Belirtilen bu yaklaşımların yanı sıra politik iktisadi argümanda gelir eşitsizliğini etkileyen en önemli unsurların genellikle vergiler, kamu harcamaları ve kamu borçlanmaları gibi mali politikaların olduğu iddia edilmektedir. Ancak ekonomik süreçte parasal politikaların etkisi de dikkate alınmalı, gelir eşitsizliğini özellikle enflasyon üzerinden etkileyebileceği göz ardı edilmemelidir (Balcilar, Chang, Gupta, & Miller, 2018). Hane halklarının gelirleri birbirlerinden farklı olduğundan enflasyonun gelir eşitsizliği üzerindeki etkisi homojen değildir. Bu nedenle enflasyon, gelir gruplarını eşit derecede etkilememekte ve potansiyel olarak bazı kanallar üzerinden gelirin yeniden dağıtımına neden olmaktadır (Monnin, 2014).
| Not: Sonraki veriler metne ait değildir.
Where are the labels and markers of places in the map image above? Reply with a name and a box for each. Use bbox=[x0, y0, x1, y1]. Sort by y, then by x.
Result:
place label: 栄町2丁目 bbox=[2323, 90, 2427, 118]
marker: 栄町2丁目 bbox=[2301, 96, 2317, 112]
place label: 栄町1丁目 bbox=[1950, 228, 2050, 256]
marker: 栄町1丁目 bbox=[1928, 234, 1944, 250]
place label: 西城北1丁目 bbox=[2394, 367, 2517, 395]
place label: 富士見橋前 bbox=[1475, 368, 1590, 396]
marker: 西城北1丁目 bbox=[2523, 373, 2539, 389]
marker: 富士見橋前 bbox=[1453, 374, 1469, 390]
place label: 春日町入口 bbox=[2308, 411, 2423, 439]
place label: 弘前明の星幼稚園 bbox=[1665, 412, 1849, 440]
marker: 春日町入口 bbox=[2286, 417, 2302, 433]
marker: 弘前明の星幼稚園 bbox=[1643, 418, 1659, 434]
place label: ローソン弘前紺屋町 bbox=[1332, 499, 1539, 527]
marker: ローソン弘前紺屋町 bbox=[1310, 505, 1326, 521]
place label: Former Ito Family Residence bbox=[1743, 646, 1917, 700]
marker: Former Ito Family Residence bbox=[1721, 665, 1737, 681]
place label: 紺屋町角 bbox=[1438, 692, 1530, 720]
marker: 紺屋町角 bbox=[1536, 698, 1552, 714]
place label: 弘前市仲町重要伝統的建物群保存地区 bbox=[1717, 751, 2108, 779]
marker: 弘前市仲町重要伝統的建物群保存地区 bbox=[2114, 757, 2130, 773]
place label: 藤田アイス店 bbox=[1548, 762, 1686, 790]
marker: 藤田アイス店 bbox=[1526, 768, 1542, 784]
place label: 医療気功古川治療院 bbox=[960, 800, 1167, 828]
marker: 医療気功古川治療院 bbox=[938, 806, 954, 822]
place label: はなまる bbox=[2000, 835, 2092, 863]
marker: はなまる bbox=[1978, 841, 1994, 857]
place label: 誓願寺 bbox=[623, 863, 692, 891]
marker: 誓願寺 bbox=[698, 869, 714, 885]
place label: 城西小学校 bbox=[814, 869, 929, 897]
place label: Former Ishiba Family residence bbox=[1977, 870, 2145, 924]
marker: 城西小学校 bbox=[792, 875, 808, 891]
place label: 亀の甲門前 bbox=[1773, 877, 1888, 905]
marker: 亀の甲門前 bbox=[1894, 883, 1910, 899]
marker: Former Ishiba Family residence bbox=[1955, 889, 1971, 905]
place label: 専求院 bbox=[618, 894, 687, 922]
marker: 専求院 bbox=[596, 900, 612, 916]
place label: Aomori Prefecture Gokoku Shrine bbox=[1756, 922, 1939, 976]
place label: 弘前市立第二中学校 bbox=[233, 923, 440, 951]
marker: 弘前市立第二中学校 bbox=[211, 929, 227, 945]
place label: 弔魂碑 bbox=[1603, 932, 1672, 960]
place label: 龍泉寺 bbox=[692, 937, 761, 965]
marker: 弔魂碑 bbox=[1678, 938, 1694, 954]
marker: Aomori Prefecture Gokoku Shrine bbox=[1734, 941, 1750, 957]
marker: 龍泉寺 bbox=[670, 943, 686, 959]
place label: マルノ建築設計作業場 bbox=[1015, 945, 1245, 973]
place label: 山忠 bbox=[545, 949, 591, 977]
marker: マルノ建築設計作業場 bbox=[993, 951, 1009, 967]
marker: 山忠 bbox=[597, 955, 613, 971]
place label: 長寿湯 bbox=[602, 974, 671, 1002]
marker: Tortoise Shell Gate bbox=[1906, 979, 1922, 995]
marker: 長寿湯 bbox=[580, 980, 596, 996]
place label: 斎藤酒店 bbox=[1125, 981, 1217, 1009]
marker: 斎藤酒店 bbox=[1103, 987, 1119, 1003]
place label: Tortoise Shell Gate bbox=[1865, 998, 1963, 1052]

Yani enflasyon; işgücü gelirleri, sermaye gelirleri ve transfer harcamaları gibi kanallarla geliri yeniden dağıtmakta ve bu kanallar etkisiyle gelir eşitsizliğini artırmakta veya azaltmaktadır. Teoride genel olarak enflasyon oranlarının reel ücretlerden yüksek olması nedeniyle -işgücü gelirleri kanalıyla- enflasyonun gelir eşitsizliğini artıracağı öne sürülmektedir (Jalil, 2012). Benzer şekilde hane halklarının faiz, temettü gibi finansal kazançlardan elde ettiği sermaye gelirleri; finansal piyasalara erişim zorluğu, giriş engelleri ve maliyetlerinden dolayı düşük gelirlileri olumsuz etkileyerek gelir eşitsizliğini artırmaktadır. Devlet tarafından düşük gelirlilere yapılan karşılıksız ödemelerden oluşan transfer harcamaları da -enflasyon oranlarından olumsuz etkilenmesi durumunda- yine gelir eşitsizliğinin artmasına neden olan bir başka dağıtım kanalıdır (Monnin, 2014). Literatürde bu ilişkiye dair önemli detaylardan biri de enflasyonun beklentilere dayalı olarak gelir eşitsizliğini etkilemesidir (Meh & Terajima, 2009). Ekonomik birimler gelecekteki enflasyon oranlarının öngörülebilirliği doğrultusunda uyarlamalar yapmaktadır. Bu koşullarda enflasyonun zarar vermesi söz konusu değildir. Ancak enflasyon her zaman beklentilere göre gerçekleşmemekte ve çoğu zaman öngörülemeyen artışlar sergilemektedir. Bu da enflasyonun gelir eşitsizliğinde büyük bir etki oluşturmasına neden

(8)

Gelir Eşitsizliği ile Enflasyon İlişkisinin Gelişmişlik Düzeyine Göre Heterojen Panel Veri Modelleri ile Analizi

303 olmaktadır (Samuelson & Nordhaus, 2010). Beklenmeyen enflasyonun gelirin yeniden dağıtımına neden olan mekanizmalardan en dikkat çekeni literatürde "borçlu-alacaklı hipotezi" diye belirtilen yaklaşımdır. Hipoteze göre beklenmeyen enflasyon artışları borçlu lehine koşullar oluşturmakta ve bu artış borçlunun borç miktarındaki reel değerini düşürerek alacaklı karşısında durumunun iyileşmesini sağlamaktadır. Yani bu kanal, borçlu lehine geliri yeniden dağıtarak gelir eşitsizliğinin azalmasına yol açan bir mekanizmadır.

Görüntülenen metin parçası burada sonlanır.